BRIEF >> As the answer, set down the lines below from the one containing "display:flex; align-items:center; gap:24px;" through the one containing "display:block; font-size:49px; line-height:60px", exactly and inclusively, and no others.

PROVIDED RECORDS >>

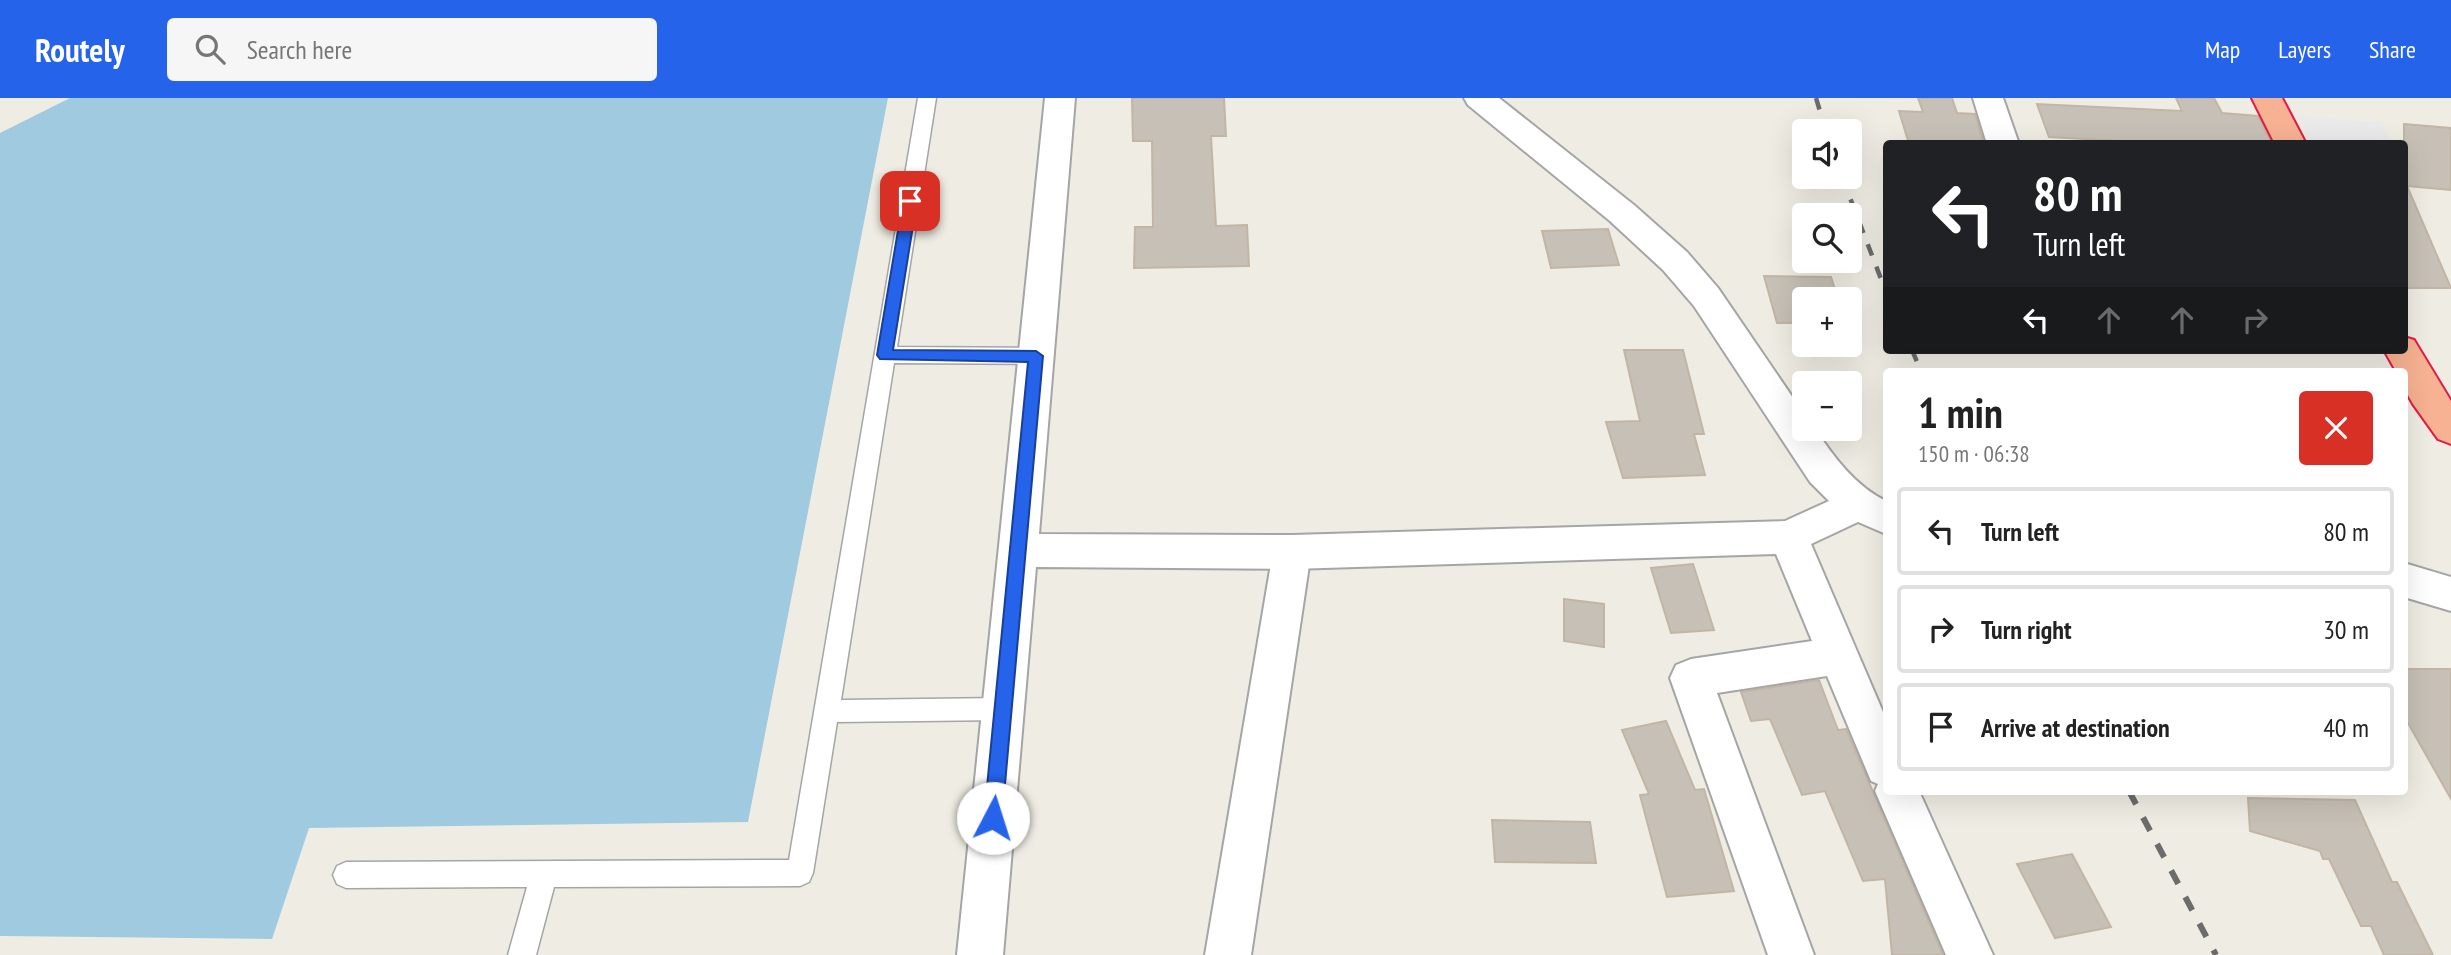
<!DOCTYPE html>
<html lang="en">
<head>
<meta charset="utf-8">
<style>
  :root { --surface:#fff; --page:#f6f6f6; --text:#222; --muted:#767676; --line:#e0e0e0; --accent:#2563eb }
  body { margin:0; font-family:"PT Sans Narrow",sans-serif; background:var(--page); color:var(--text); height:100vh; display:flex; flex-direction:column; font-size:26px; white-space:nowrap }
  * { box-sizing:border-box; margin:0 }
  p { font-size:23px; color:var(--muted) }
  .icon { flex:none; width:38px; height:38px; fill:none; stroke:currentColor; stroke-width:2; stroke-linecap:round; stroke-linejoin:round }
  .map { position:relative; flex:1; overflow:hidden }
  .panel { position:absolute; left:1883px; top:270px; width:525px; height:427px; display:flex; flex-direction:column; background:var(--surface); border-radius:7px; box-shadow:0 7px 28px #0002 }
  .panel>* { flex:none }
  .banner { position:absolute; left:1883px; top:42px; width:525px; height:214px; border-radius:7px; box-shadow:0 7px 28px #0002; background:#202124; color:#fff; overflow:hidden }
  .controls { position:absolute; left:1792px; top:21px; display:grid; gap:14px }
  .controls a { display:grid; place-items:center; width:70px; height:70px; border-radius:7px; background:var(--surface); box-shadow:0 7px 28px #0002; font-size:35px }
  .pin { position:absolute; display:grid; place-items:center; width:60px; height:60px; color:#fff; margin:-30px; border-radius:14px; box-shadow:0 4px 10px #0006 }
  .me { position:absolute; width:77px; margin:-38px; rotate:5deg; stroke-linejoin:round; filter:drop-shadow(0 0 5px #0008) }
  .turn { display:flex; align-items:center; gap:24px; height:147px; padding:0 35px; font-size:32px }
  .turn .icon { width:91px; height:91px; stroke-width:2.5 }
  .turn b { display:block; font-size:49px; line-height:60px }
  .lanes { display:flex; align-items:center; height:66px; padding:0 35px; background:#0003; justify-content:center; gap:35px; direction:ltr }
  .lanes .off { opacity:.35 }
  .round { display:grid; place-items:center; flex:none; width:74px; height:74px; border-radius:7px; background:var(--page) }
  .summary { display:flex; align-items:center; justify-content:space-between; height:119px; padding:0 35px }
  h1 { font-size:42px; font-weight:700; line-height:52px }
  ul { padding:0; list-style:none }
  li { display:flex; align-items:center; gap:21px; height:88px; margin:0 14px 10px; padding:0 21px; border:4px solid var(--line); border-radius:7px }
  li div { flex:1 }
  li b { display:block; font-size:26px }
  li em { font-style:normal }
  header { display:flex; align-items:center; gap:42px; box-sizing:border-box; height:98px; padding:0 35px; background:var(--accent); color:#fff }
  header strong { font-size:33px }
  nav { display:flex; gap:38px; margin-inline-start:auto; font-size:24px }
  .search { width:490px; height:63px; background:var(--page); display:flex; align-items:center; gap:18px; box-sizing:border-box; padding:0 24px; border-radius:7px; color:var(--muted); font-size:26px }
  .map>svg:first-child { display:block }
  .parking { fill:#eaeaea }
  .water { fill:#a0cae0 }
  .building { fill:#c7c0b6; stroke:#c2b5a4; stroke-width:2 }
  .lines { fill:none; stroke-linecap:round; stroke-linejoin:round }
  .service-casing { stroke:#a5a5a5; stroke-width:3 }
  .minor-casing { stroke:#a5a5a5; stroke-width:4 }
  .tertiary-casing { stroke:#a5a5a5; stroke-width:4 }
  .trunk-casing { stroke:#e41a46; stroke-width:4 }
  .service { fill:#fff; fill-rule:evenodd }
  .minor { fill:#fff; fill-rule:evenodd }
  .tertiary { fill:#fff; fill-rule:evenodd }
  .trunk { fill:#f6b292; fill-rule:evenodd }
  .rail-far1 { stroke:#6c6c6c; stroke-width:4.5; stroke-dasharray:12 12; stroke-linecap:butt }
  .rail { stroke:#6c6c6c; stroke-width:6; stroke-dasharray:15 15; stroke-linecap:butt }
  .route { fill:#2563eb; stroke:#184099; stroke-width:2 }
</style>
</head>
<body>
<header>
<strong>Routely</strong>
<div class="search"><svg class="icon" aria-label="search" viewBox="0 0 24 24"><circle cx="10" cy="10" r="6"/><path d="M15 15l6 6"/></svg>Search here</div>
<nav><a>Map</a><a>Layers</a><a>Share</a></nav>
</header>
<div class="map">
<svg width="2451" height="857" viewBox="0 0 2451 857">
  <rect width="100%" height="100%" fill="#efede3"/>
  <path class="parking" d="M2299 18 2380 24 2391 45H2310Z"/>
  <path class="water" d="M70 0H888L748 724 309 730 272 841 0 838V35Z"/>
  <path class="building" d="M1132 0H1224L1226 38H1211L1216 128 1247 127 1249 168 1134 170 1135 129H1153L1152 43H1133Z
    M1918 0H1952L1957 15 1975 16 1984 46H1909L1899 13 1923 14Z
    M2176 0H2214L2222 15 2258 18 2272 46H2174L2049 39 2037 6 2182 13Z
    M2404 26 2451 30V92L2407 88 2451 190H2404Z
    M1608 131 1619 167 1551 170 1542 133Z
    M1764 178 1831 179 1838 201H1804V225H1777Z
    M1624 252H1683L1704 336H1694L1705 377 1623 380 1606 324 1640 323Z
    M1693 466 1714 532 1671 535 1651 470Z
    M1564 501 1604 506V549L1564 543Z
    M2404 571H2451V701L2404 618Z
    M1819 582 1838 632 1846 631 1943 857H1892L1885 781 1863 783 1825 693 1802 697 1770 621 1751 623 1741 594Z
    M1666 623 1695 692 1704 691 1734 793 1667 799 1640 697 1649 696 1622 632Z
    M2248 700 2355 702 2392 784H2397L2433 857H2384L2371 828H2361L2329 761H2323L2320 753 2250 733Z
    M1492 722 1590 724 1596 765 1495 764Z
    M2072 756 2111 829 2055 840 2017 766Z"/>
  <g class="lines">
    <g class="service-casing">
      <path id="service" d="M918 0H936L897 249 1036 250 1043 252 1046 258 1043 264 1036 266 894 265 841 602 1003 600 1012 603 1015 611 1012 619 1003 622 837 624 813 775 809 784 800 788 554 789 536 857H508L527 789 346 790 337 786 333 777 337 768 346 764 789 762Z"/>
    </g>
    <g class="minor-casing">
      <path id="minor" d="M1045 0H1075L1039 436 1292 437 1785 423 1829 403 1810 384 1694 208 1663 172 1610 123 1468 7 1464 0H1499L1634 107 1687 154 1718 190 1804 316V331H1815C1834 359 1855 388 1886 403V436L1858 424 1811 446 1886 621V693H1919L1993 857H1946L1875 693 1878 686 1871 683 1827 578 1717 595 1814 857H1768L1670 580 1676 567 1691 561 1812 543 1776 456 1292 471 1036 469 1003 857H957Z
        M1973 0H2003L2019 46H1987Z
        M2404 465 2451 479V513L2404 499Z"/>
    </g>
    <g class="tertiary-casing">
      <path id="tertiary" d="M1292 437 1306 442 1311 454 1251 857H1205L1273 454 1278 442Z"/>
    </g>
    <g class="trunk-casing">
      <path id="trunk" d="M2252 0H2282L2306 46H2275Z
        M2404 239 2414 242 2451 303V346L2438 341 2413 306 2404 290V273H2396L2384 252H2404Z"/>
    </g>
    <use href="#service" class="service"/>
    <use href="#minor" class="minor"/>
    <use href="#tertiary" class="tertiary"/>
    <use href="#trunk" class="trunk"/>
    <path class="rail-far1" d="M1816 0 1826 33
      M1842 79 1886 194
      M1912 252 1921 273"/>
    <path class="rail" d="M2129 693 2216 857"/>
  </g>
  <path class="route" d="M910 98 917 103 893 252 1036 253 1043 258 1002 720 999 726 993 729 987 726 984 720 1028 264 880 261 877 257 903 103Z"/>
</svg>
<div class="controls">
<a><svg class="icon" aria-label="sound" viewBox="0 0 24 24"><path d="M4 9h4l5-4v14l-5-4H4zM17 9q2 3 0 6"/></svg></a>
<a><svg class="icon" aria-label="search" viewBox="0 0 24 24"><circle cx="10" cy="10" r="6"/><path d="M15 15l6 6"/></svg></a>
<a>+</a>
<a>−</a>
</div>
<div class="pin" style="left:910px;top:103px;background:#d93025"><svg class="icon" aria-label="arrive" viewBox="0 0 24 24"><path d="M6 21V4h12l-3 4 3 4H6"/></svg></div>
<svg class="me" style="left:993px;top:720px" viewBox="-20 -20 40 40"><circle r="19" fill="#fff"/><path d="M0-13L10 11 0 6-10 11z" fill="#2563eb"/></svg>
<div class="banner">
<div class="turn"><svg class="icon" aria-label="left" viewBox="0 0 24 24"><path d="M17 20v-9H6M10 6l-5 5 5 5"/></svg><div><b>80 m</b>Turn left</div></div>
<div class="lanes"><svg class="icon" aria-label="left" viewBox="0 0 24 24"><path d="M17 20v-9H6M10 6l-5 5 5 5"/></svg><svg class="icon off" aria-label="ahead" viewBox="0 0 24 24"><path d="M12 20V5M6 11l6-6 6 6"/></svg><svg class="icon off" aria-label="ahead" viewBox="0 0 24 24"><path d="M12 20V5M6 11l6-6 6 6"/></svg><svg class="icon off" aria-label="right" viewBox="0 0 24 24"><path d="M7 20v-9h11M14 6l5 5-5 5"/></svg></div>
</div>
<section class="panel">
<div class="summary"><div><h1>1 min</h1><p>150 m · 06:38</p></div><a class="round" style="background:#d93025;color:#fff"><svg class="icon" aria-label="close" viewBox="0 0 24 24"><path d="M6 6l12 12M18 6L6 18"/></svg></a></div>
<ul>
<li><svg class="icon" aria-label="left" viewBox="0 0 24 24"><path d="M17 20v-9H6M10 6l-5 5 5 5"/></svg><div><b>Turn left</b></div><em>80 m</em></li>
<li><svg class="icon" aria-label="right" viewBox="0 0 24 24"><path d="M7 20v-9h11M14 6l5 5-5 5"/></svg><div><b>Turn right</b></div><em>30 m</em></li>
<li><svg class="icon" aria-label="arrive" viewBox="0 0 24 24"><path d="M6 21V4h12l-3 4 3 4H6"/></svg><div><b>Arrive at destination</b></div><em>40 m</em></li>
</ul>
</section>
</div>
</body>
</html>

FINISHED TASK >>
  .turn { display:flex; align-items:center; gap:24px; height:147px; padding:0 35px; font-size:32px }
  .turn .icon { width:91px; height:91px; stroke-width:2.5 }
  .turn b { display:block; font-size:49px; line-height:60px }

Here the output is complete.